What to produce: All of the records must be given again exactly.

Exercise materials:
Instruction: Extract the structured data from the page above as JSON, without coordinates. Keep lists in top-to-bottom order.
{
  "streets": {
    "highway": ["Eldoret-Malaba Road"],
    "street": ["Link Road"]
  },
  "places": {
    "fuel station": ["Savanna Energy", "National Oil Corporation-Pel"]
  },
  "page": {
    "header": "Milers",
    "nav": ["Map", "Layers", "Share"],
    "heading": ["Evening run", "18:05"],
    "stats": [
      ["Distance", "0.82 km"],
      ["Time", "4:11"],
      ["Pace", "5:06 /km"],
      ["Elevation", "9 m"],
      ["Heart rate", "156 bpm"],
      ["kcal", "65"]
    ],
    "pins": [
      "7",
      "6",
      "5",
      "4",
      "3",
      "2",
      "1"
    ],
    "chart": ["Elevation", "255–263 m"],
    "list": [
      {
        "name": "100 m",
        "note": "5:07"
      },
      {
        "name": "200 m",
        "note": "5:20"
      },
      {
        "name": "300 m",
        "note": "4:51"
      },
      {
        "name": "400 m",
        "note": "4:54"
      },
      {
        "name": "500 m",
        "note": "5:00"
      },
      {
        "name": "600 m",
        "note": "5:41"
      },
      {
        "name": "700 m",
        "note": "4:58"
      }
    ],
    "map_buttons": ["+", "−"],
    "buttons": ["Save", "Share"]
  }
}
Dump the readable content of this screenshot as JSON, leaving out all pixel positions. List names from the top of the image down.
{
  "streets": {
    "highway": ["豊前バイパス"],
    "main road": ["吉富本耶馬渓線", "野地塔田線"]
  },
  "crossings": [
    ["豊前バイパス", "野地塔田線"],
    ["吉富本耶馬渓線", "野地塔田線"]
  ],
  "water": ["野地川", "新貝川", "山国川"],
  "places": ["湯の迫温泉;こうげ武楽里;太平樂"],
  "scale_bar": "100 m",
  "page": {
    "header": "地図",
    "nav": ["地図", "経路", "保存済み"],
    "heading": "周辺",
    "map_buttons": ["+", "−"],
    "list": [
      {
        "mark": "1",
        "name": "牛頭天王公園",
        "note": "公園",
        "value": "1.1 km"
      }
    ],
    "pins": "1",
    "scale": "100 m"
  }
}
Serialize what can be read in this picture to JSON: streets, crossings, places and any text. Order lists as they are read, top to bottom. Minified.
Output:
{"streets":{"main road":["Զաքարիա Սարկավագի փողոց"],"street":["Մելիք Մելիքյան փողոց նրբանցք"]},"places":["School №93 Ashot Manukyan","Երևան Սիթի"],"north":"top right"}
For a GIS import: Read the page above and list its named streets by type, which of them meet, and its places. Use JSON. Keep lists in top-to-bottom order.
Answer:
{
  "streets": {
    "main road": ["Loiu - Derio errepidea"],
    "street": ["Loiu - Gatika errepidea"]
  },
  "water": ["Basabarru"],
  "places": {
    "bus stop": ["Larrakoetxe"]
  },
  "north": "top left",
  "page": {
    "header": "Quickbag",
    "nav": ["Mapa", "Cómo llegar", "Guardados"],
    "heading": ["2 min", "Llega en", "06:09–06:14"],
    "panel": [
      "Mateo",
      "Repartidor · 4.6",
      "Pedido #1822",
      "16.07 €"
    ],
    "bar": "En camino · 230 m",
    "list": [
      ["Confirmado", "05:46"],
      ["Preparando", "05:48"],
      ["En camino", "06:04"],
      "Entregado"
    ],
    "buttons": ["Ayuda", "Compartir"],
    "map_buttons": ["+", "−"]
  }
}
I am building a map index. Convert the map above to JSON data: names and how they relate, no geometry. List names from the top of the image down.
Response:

Answer to the problem:
Instruction: Extract the structured data from the page above as JSON, without coordinates. Keep lists in top-to-bottom order.
{
  "streets": {
    "highway": ["Eldoret-Malaba Road"],
    "street": ["Link Road"]
  },
  "places": {
    "fuel station": ["Savanna Energy", "National Oil Corporation-Pel"]
  },
  "page": {
    "header": "Milers",
    "nav": ["Map", "Layers", "Share"],
    "heading": ["Evening run", "18:05"],
    "stats": [
      ["Distance", "0.82 km"],
      ["Time", "4:11"],
      ["Pace", "5:06 /km"],
      ["Elevation", "9 m"],
      ["Heart rate", "156 bpm"],
      ["kcal", "65"]
    ],
    "pins": [
      "7",
      "6",
      "5",
      "4",
      "3",
      "2",
      "1"
    ],
    "chart": ["Elevation", "255–263 m"],
    "list": [
      {
        "name": "100 m",
        "note": "5:07"
      },
      {
        "name": "200 m",
        "note": "5:20"
      },
      {
        "name": "300 m",
        "note": "4:51"
      },
      {
        "name": "400 m",
        "note": "4:54"
      },
      {
        "name": "500 m",
        "note": "5:00"
      },
      {
        "name": "600 m",
        "note": "5:41"
      },
      {
        "name": "700 m",
        "note": "4:58"
      }
    ],
    "map_buttons": ["+", "−"],
    "buttons": ["Save", "Share"]
  }
}
Dump the readable content of this screenshot as JSON, leaving out all pixel positions. List names from the top of the image down.
{
  "streets": {
    "highway": ["豊前バイパス"],
    "main road": ["吉富本耶馬渓線", "野地塔田線"]
  },
  "crossings": [
    ["豊前バイパス", "野地塔田線"],
    ["吉富本耶馬渓線", "野地塔田線"]
  ],
  "water": ["野地川", "新貝川", "山国川"],
  "places": ["湯の迫温泉;こうげ武楽里;太平樂"],
  "scale_bar": "100 m",
  "page": {
    "header": "地図",
    "nav": ["地図", "経路", "保存済み"],
    "heading": "周辺",
    "map_buttons": ["+", "−"],
    "list": [
      {
        "mark": "1",
        "name": "牛頭天王公園",
        "note": "公園",
        "value": "1.1 km"
      }
    ],
    "pins": "1",
    "scale": "100 m"
  }
}
Serialize what can be read in this picture to JSON: streets, crossings, places and any text. Order lists as they are read, top to bottom. Minified.
Output:
{"streets":{"main road":["Զաքարիա Սարկավագի փողոց"],"street":["Մելիք Մելիքյան փողոց նրբանցք"]},"places":["School №93 Ashot Manukyan","Երևան Սիթի"],"north":"top right"}
For a GIS import: Read the page above and list its named streets by type, which of them meet, and its places. Use JSON. Keep lists in top-to-bottom order.
Answer:
{
  "streets": {
    "main road": ["Loiu - Derio errepidea"],
    "street": ["Loiu - Gatika errepidea"]
  },
  "water": ["Basabarru"],
  "places": {
    "bus stop": ["Larrakoetxe"]
  },
  "north": "top left",
  "page": {
    "header": "Quickbag",
    "nav": ["Mapa", "Cómo llegar", "Guardados"],
    "heading": ["2 min", "Llega en", "06:09–06:14"],
    "panel": [
      "Mateo",
      "Repartidor · 4.6",
      "Pedido #1822",
      "16.07 €"
    ],
    "bar": "En camino · 230 m",
    "list": [
      ["Confirmado", "05:46"],
      ["Preparando", "05:48"],
      ["En camino", "06:04"],
      "Entregado"
    ],
    "buttons": ["Ayuda", "Compartir"],
    "map_buttons": ["+", "−"]
  }
}
I am building a map index. Convert the map above to JSON data: names and how they relate, no geometry. List names from the top of the image down.
Response:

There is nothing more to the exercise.